R.C.M. 707(c)(8) would allow an exclusion for, when determining whether the period in subsection (a) of the Rule has run—
Any other period of delay for good cause, including unusual operational requirements and military exigencies.
We find, as did the Navy-Marine Court of Military Review did in United States v. Kuelker, 20 M.J. 715 (N.M.C.M.R.1985), that the types of delays “for good cause” contemplated by this subsection of the Rule are well-defined by the illustrations set forth in the rule, i.e., “unusual operational requirements and military exigencies.” (Emphasis added). That Court went on to say:
The plain meaning of these terms is an extraordinary situation, rather than the normal difficulties encountered by the Government in preparing for trial. A lesser standard could allow the exception to devour the rule.
We find nothing extraordinary in any delays resulting from an accused exercising his right to tender his resignation in lieu of trial or from the intervention of his congressman seeking to expedite a Secretarial decision regarding that tender of res
Accordingly, the Government appeal of the ruling of the military judge dismissing all charges and specifications is denied.
. The accused was charged with the offenses of making a false official statement and larceny, in violation of Articles 107 and 121, U.C.MJ., 10 U.S.C. §§ 907, 921, respectively.
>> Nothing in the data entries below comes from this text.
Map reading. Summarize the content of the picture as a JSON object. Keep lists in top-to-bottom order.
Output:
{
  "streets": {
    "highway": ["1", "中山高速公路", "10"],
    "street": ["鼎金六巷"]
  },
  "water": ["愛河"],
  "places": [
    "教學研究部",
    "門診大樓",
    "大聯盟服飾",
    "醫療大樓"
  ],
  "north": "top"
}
. On 28 April 1986, the accused, an orthopedic surgeon, had his clinic privileges suspended, precluding his practice of medicine within the Air Force, and was ordered not to engage in any off duty employment, medical or otherwise, with or without compensation, precluding his practice of medicine in the civilian community.
. The accused was involuntarily extended beyond his date of separation on 4 July pursuant to A.F.R. 36-12, Table 1-3, Note 5.
. On 7 July, the accused wrote a letter to the senator requesting "... your intercession with the Secretary of the Air Force, Mr. Edward C. Aldridge, asking him to approve my request for separation in lieu of court martial.”
. An accused is brought to trial within the meaning of R.C.M. 707(b)(3), when a plea of guilty is entered to an offense, or evidence on the merits is presented to the factfinder.
. This intervention occurred on the 102d day after charges were preferred on this case.
. These time periods, according to trial counsel, should have been excluded when determining whether the period in 707(a) had run.
. Only 155 days expired between the date of preferral of charges and the date the accused was served with a copy of the charges against him. The 162 days which expired were from the date of preferral up to and including the date of the Article 39(a), U.C.M.J. session.
. On 7 July, the accused, in the letter to his congressman, asked him to intercede with the Secretary of the Air Force and do “whatever is needed to expedite my request” for discharge.
. An enlisted member may submit an application to withdraw a request for discharge to the general court-martial convening authority at any time before discharge orders are issued. A.F.R. 39-10, paragraph 4-10.